▸ Problem: From the records below, extract only the lines running from the line with "display:grid; place-items:center; width:66px;" to the line with "padding:10px 0 0;", both lines included, reproducing them exactly.

▸ Task inputs:
■ ■ ■ ■ ■ ■ ■

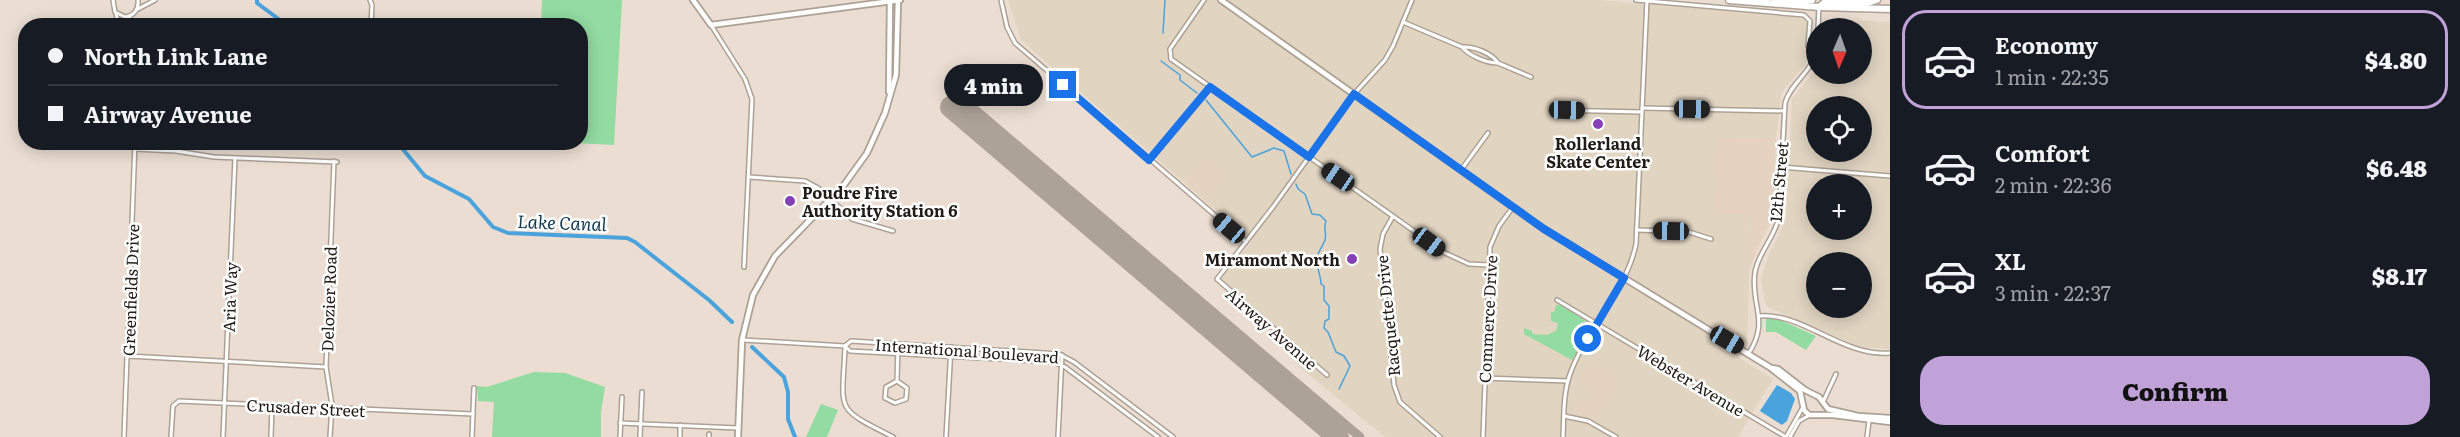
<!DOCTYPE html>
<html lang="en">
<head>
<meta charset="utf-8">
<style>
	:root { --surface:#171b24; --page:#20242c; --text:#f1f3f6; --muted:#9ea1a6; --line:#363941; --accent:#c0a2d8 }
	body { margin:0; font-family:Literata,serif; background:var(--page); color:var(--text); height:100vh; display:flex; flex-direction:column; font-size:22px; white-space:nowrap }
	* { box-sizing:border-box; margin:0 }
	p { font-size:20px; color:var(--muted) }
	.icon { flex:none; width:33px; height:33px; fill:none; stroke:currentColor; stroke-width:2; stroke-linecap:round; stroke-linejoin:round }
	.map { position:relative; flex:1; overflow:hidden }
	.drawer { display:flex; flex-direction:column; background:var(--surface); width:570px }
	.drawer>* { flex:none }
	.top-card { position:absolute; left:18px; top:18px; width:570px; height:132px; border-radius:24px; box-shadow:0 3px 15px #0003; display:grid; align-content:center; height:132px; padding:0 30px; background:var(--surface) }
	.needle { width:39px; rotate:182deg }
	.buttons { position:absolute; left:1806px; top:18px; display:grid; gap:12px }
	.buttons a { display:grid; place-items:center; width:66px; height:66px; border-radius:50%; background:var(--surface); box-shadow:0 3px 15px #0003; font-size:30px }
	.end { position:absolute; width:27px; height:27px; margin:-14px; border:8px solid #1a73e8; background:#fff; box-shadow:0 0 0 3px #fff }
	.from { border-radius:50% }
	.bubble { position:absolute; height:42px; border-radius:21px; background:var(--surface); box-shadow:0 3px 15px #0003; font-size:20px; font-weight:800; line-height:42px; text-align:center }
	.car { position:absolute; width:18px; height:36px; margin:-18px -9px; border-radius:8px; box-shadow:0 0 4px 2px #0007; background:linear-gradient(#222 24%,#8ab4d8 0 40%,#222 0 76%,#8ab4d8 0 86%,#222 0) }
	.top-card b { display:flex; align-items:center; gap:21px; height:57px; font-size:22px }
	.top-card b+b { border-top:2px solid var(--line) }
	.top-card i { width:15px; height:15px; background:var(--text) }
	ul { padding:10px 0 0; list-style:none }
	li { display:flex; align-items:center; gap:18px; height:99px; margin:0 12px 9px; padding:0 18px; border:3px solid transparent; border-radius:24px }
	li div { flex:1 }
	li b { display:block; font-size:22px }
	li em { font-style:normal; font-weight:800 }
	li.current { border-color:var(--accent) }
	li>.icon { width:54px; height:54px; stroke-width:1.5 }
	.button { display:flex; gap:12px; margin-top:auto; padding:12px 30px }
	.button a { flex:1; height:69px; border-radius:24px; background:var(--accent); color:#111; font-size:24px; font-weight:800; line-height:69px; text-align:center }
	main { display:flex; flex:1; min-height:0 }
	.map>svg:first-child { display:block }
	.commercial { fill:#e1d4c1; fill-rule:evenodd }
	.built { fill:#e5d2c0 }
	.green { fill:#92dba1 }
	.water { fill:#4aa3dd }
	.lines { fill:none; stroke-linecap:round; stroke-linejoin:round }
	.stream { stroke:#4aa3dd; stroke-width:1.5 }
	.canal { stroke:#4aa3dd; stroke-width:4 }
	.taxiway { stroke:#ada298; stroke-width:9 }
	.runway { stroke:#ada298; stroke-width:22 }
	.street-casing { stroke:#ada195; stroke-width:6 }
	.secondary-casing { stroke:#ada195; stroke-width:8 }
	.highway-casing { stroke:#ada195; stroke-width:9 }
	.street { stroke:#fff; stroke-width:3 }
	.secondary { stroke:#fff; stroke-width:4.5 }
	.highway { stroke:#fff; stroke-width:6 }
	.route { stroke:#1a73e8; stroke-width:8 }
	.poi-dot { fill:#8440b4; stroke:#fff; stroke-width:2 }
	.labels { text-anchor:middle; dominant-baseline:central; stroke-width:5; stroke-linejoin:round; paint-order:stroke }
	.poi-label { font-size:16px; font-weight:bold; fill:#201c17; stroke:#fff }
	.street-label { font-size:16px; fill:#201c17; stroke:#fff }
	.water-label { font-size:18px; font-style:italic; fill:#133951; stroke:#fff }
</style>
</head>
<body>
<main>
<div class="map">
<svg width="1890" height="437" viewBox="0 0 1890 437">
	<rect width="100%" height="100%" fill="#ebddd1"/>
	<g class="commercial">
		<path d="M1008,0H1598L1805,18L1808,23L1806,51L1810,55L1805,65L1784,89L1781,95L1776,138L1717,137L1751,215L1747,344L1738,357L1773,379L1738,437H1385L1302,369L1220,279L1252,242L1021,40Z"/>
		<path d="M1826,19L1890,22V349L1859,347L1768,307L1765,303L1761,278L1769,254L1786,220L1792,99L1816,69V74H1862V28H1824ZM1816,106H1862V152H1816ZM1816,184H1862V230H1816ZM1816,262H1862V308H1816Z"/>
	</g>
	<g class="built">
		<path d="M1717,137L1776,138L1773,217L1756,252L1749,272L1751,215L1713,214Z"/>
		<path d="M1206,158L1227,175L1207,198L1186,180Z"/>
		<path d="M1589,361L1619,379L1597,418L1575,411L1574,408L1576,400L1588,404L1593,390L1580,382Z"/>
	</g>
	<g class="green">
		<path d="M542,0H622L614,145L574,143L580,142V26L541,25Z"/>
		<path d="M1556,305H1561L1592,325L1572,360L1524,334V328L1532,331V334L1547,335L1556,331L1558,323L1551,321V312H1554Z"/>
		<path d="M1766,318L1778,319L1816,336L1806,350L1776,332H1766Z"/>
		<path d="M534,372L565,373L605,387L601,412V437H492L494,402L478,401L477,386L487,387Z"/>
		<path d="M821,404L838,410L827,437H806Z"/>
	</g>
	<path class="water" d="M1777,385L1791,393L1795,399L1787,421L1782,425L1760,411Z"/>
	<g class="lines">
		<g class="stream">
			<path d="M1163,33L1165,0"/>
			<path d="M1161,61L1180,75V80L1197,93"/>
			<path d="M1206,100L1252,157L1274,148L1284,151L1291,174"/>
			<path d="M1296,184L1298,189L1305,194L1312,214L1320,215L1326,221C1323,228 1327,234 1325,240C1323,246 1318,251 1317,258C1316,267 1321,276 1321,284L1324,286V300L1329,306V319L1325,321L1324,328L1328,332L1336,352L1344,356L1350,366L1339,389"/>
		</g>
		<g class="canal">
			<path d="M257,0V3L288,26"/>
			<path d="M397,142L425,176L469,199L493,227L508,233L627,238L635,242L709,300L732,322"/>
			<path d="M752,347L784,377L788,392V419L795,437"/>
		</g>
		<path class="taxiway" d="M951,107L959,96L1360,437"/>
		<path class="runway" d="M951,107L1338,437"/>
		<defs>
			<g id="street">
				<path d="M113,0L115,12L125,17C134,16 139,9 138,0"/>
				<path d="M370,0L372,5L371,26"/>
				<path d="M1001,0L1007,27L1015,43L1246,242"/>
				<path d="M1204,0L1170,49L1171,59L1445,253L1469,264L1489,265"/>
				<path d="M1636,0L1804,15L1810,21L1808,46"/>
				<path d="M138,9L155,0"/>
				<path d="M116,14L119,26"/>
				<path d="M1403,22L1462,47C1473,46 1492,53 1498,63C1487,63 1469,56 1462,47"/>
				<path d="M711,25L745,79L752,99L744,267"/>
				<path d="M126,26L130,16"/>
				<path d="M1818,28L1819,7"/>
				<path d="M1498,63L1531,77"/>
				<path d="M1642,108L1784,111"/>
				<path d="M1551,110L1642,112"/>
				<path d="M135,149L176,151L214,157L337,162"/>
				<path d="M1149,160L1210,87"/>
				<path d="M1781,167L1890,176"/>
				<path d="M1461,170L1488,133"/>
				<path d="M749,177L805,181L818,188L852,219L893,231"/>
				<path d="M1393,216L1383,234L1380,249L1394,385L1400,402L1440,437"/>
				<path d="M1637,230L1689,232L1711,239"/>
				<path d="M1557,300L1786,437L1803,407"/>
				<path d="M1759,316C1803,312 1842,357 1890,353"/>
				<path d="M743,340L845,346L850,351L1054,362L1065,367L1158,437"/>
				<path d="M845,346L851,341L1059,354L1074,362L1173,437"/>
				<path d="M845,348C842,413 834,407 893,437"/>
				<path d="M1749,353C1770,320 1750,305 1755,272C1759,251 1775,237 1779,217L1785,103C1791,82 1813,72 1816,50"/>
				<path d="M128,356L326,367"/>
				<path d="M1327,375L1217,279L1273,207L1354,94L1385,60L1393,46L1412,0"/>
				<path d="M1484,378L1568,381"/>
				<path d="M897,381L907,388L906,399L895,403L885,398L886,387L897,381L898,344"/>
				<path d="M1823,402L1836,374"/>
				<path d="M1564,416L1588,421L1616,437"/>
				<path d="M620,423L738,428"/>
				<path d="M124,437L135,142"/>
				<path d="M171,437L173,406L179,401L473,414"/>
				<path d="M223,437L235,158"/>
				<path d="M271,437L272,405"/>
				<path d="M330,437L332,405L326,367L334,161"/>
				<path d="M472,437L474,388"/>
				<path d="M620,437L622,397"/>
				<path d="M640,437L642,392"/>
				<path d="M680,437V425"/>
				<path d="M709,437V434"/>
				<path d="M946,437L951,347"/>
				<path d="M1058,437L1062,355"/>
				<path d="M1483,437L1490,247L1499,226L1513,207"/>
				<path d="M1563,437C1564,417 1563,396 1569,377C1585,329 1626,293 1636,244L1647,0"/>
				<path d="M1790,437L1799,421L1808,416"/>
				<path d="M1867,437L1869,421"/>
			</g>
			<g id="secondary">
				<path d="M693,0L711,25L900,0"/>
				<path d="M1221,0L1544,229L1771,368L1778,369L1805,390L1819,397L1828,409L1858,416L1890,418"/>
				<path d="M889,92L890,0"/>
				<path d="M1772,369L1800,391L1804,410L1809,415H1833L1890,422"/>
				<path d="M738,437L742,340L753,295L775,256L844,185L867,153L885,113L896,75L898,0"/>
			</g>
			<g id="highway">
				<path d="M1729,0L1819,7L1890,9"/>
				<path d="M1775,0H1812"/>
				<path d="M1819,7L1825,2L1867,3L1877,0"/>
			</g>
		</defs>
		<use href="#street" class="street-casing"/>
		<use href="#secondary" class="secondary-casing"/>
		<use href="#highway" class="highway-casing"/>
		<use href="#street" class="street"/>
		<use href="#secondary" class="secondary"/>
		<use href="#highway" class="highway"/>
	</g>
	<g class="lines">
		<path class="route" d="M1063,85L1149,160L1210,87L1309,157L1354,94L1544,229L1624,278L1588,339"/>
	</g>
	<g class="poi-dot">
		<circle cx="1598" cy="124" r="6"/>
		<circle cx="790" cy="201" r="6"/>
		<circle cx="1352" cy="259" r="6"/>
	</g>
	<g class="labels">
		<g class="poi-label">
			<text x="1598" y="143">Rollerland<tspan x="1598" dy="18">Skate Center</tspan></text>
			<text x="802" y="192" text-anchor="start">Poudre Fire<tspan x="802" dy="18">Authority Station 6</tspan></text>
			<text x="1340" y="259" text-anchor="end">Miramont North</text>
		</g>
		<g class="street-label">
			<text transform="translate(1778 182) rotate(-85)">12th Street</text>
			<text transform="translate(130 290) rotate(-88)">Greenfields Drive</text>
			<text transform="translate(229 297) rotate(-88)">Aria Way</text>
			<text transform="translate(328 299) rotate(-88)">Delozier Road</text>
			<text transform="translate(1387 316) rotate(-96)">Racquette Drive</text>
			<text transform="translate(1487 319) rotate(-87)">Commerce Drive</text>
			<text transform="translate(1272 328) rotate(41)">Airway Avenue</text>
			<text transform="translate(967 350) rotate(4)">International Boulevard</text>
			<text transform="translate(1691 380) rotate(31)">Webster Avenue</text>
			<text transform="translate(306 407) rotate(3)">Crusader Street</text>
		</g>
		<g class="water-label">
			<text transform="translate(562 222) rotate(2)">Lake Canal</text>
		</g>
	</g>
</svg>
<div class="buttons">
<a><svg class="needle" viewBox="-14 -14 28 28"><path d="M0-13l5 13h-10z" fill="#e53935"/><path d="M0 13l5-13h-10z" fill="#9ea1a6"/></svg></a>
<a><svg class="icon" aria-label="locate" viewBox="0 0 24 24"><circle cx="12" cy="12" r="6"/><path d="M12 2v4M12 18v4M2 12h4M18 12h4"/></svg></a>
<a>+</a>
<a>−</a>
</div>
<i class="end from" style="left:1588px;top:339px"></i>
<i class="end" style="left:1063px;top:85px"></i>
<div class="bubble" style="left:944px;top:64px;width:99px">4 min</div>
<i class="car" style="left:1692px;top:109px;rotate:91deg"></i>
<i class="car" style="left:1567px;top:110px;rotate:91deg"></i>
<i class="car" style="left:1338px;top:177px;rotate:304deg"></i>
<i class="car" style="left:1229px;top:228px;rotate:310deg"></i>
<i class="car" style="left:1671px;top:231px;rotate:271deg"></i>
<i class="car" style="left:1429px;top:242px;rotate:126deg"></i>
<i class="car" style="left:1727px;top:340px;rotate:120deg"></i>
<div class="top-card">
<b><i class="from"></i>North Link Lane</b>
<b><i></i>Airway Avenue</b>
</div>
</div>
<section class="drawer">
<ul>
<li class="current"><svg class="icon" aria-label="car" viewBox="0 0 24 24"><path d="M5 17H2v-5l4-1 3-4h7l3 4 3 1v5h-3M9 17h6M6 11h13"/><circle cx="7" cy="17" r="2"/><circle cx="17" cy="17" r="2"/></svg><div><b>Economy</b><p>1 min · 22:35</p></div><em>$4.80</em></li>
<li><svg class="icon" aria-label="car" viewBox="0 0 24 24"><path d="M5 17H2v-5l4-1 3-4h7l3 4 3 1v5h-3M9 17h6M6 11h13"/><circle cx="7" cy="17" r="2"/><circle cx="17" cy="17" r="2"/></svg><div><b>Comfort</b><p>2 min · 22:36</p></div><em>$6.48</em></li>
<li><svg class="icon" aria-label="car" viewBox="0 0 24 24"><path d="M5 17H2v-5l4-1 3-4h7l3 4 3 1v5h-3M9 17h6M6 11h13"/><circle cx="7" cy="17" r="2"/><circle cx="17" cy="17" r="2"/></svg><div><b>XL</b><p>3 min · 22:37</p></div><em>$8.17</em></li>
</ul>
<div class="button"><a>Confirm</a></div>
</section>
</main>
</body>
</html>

■ ■ ■ ■ ■ ■ ■

▸ Answer to the exercise:
	.buttons a { display:grid; place-items:center; width:66px; height:66px; border-radius:50%; background:var(--surface); box-shadow:0 3px 15px #0003; font-size:30px }
	.end { position:absolute; width:27px; height:27px; margin:-14px; border:8px solid #1a73e8; background:#fff; box-shadow:0 0 0 3px #fff }
	.from { border-radius:50% }
	.bubble { position:absolute; height:42px; border-radius:21px; background:var(--surface); box-shadow:0 3px 15px #0003; font-size:20px; font-weight:800; line-height:42px; text-align:center }
	.car { position:absolute; width:18px; height:36px; margin:-18px -9px; border-radius:8px; box-shadow:0 0 4px 2px #0007; background:linear-gradient(#222 24%,#8ab4d8 0 40%,#222 0 76%,#8ab4d8 0 86%,#222 0) }
	.top-card b { display:flex; align-items:center; gap:21px; height:57px; font-size:22px }
	.top-card b+b { border-top:2px solid var(--line) }
	.top-card i { width:15px; height:15px; background:var(--text) }
	ul { padding:10px 0 0; list-style:none }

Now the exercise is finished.